Saturday, April 08, 2006

How I was trained for my job

The bureaucrat is someone for whom every human impulse comes paired with the impulse to organize a workshop. And so it was at our school, a veritable hive of bureaucrats. The office that I worked for did not actually run the training sessions for their employees- that was handled by a second office, which seemed to exist solely to run training sessions and serve as an example of Kafka's amazing prescience.

The workshop began with a hundred of us future TAs in a room eating stale pastries that had been smuggled out of Bosnia. The instructor began by having us cut out construction paper in the shape of a tree that best represented our "teaching style". I assume that I needn't supply a punchline. We then spent four days listening to people wow us with theories and facts about teaching that have no real-world application whatsoever. It was like listening to an angler explain the inner lives of trout.

The common theme seemed to be "active learning"- a method that the school was pushing because they used to push "passive learning" and the kids kept failing. Active learning involves questions and answers, and games and songs, and any number of things that hung-over freshmen will obstinately refuse to do.

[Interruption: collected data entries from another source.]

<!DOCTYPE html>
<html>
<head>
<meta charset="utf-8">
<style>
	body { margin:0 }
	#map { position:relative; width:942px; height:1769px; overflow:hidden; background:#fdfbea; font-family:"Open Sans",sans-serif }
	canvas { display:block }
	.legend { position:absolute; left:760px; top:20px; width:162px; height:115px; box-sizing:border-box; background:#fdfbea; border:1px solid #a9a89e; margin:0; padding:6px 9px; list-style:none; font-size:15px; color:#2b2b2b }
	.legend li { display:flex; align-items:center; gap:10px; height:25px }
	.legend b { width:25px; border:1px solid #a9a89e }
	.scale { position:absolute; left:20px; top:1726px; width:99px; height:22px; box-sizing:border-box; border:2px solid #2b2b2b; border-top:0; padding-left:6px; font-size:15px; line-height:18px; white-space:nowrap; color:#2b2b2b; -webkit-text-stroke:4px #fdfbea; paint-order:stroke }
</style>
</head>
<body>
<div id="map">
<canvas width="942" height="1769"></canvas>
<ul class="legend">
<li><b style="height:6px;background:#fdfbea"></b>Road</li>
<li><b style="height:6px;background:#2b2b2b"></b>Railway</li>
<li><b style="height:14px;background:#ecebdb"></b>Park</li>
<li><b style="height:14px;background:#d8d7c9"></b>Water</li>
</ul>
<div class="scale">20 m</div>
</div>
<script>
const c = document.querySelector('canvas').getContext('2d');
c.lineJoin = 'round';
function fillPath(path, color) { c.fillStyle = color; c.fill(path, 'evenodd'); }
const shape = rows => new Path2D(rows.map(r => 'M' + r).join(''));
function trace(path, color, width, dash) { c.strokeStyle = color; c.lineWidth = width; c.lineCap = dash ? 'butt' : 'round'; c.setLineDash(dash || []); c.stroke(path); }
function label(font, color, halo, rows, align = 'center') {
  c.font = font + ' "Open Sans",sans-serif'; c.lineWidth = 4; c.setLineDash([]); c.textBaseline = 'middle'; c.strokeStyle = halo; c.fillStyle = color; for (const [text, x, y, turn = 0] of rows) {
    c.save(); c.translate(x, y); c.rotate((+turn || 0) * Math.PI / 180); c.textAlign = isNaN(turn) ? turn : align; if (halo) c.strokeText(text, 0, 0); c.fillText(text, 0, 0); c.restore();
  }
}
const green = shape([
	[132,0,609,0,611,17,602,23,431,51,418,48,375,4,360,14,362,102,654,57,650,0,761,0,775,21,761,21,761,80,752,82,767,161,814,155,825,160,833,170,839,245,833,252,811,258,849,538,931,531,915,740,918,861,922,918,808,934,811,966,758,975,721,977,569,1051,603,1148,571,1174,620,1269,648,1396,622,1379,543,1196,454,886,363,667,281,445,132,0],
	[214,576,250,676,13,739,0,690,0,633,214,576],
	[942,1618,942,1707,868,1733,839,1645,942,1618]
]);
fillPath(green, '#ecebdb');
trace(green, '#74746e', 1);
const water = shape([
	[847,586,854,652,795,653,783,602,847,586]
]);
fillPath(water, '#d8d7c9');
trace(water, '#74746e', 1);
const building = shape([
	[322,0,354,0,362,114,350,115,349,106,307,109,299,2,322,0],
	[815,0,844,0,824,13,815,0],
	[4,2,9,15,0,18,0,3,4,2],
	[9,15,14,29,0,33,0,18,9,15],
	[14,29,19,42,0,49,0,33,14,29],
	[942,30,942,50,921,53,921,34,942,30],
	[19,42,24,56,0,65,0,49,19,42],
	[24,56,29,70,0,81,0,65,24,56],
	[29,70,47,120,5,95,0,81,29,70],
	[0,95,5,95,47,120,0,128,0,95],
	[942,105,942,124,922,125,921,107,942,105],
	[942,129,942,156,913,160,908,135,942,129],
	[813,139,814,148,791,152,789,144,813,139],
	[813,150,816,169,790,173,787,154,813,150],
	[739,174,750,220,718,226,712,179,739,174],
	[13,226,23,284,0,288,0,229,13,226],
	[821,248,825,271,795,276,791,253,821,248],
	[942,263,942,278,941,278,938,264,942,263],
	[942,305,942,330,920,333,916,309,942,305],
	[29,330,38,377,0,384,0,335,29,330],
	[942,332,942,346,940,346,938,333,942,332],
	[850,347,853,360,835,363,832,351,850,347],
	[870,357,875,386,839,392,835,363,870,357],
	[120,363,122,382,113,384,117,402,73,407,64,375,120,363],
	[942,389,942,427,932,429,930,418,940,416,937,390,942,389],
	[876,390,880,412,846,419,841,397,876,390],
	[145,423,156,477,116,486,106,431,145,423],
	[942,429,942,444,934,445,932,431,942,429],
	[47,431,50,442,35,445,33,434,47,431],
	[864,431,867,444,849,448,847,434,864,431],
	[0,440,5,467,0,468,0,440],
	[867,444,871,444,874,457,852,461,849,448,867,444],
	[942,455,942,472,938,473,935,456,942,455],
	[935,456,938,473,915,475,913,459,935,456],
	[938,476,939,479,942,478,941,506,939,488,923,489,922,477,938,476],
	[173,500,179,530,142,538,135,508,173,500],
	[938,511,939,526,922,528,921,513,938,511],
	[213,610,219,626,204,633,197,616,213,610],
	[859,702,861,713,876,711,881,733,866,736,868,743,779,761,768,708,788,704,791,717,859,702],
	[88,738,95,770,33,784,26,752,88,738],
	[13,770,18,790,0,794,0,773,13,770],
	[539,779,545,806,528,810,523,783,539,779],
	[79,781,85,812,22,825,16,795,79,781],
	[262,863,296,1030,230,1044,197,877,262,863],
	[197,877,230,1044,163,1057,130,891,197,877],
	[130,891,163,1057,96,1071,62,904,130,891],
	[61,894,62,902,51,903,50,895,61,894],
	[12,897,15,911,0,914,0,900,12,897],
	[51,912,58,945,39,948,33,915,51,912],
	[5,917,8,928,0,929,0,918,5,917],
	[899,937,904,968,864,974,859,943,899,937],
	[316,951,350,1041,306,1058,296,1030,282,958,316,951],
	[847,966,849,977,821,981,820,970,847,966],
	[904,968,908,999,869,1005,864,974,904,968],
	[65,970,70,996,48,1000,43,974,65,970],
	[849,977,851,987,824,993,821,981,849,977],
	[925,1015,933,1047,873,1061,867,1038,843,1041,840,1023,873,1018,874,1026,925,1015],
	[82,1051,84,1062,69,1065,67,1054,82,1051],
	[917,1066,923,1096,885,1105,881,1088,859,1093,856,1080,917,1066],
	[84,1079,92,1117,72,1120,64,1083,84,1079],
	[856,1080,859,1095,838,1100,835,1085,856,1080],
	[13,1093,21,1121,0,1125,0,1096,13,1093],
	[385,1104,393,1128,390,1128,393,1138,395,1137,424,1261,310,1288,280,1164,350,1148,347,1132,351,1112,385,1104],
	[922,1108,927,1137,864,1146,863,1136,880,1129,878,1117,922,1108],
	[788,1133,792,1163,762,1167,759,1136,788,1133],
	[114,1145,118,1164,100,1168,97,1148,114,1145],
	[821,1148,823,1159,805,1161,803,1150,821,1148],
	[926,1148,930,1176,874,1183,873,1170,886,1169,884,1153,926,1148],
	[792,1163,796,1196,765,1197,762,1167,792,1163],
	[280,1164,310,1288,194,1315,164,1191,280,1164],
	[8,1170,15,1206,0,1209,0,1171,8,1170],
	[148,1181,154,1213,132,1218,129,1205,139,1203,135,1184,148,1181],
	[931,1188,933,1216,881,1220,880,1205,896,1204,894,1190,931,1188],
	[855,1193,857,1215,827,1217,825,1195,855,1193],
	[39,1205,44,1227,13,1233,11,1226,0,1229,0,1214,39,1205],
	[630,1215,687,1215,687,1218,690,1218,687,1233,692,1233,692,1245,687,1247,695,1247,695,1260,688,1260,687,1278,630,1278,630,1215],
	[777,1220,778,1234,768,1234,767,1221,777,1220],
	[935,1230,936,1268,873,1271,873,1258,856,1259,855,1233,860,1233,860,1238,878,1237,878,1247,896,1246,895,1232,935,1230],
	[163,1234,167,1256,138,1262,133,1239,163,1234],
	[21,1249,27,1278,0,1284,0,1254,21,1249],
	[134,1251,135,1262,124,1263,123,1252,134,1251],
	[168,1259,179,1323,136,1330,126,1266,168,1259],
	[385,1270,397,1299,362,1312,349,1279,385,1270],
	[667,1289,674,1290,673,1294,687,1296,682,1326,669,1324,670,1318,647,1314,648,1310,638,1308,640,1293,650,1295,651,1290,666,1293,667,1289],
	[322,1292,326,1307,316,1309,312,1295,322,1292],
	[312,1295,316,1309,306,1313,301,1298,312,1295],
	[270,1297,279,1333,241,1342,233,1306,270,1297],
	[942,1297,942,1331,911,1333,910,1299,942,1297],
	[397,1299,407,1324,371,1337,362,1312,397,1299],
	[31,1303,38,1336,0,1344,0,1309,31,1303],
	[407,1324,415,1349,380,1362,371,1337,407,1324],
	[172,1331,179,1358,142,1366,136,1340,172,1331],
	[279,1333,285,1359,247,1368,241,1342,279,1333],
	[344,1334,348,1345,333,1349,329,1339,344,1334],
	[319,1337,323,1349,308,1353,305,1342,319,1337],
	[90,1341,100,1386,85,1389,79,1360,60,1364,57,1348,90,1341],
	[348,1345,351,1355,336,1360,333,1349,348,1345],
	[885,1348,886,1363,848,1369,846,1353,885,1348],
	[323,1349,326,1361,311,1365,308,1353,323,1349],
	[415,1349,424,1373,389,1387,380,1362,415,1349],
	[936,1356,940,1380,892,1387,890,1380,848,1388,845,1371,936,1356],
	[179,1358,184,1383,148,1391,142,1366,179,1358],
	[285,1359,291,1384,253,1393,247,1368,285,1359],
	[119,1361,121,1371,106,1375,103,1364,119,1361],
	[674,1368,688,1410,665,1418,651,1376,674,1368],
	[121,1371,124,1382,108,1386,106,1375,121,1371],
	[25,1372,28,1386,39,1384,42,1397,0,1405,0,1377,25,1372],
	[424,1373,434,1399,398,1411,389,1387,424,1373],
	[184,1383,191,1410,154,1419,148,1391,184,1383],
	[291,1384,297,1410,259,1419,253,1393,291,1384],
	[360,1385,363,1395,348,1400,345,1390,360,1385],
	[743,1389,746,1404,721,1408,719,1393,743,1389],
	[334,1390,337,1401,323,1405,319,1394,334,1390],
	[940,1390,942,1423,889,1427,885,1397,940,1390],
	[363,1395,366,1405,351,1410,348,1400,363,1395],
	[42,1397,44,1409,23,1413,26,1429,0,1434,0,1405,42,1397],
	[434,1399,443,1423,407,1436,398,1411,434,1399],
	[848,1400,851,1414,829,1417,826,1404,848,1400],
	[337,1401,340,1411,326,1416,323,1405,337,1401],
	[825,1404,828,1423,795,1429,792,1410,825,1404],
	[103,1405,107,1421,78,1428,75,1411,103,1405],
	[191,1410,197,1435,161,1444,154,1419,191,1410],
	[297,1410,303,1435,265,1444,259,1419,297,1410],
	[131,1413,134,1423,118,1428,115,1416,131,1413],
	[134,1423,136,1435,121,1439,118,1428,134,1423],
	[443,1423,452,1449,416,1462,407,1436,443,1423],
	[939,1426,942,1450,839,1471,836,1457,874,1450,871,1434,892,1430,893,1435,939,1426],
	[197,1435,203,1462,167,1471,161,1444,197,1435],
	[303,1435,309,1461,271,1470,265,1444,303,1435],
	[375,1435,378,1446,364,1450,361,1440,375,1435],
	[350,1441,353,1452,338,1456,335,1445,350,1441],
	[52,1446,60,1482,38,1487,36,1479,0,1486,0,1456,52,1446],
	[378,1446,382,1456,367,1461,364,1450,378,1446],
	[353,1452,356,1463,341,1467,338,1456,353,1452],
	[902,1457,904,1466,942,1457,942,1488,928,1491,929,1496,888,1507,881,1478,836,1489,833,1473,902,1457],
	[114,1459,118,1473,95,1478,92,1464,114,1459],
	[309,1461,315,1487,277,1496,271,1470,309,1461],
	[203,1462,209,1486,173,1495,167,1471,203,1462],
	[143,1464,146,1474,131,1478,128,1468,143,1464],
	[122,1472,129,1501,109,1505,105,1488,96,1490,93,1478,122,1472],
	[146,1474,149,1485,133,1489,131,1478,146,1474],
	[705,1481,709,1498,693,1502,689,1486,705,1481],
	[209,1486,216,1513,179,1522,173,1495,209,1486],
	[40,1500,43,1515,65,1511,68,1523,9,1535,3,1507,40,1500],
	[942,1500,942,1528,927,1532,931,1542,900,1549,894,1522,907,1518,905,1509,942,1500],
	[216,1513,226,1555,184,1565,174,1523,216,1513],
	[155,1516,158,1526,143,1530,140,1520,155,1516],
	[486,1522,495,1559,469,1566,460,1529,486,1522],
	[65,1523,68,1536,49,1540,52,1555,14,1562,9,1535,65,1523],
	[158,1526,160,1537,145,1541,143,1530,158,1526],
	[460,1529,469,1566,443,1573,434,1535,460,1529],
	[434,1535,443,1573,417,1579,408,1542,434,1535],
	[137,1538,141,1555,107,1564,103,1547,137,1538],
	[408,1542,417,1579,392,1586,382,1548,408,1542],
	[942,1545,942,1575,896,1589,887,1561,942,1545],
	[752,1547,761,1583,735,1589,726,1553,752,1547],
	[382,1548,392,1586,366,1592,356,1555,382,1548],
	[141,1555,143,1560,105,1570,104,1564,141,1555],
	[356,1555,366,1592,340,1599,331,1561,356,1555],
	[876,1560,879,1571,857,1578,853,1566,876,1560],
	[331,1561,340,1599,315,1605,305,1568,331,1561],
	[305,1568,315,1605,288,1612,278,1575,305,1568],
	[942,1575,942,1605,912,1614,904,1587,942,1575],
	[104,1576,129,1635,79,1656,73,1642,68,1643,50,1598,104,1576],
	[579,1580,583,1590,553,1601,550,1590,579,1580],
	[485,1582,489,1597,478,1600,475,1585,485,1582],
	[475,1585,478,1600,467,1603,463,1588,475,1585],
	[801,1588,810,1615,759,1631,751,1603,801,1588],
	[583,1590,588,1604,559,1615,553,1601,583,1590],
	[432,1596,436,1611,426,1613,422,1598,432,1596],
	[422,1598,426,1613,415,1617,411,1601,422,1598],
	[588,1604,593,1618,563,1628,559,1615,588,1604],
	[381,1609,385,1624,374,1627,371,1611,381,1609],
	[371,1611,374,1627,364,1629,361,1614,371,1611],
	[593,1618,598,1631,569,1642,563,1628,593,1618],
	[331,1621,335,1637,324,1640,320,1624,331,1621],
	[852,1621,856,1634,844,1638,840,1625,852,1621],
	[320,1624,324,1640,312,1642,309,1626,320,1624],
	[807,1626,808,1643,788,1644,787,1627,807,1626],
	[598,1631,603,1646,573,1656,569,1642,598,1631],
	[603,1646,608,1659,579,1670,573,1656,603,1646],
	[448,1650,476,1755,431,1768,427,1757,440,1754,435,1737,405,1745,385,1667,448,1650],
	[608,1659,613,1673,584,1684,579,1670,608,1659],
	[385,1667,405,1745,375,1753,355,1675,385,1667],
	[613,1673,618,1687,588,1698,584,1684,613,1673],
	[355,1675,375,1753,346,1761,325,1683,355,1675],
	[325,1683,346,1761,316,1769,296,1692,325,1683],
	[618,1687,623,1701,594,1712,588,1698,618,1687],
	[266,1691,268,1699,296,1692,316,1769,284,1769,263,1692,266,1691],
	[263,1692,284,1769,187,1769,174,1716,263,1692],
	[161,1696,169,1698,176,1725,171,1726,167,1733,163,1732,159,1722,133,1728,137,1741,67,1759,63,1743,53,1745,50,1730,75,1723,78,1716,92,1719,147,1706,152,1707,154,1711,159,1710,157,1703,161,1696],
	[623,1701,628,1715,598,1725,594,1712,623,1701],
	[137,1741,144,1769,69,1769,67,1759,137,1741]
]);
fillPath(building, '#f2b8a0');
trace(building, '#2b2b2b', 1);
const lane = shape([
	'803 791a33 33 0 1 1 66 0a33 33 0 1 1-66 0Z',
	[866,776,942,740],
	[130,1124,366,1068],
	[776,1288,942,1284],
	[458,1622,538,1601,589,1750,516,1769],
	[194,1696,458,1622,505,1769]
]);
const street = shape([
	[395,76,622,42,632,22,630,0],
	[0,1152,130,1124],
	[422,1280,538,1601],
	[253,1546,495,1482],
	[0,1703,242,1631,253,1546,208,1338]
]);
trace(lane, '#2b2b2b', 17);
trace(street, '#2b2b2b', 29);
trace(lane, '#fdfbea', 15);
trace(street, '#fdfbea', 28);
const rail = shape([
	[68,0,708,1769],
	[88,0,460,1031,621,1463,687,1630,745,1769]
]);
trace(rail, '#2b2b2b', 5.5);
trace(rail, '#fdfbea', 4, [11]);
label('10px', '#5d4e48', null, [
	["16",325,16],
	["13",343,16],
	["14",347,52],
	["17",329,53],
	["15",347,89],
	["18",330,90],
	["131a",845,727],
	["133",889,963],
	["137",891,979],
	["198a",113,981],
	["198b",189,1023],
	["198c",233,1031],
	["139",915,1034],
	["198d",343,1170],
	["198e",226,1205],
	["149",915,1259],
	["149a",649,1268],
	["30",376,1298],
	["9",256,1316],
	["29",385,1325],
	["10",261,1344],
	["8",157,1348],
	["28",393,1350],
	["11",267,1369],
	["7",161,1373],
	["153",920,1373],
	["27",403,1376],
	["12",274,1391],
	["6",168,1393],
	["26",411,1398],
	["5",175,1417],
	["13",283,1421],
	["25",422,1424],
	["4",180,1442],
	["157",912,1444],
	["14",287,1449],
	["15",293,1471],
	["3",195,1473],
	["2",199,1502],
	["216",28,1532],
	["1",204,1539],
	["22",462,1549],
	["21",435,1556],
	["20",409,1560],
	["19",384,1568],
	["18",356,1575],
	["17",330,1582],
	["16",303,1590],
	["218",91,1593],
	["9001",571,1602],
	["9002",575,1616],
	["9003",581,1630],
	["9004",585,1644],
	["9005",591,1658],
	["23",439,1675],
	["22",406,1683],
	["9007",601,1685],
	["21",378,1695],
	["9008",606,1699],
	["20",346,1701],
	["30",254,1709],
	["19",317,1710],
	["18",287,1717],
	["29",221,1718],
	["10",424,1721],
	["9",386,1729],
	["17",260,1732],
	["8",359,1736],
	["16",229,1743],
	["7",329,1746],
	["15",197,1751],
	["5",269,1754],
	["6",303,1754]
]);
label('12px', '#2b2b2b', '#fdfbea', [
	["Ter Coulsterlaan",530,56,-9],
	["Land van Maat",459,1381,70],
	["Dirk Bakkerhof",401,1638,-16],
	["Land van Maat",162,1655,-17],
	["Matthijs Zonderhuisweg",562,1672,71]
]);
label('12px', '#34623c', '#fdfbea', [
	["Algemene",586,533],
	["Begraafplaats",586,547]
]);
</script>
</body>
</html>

Most of these kids are already suffering through the required course that they hate more than poison, and now they have the TA asking them: "So, what do you guys think of Alexander the Great?"

And what if the students don't want to discuss these things? Well, they really had no answer for that. Actually, there was really no answer offered for any of the problems I encountered in TA work. They did have an older biology professor who told us how much his kids enjoy it when he dresses up like Charles Darwin. Nothing commands respect like a Halloween costume.

Active learning seemed, in general, to have a lot to do with entertainment value. I came out knowing how to amuse the students. We learned how to use alliteration to get their attention, how to play music to get their attention, how to do a little dance to get their attention. Powerpoint, of course, made itself felt. The keynote for the week, for me, was when the guy teaching us how to use Powerpoint said:
"You should know how to use this quickly. Because, how would you feel if the information desk guy at the Mall couldn't answer one of your questions?"

The model was customer service? And I didn't even get a paper hat?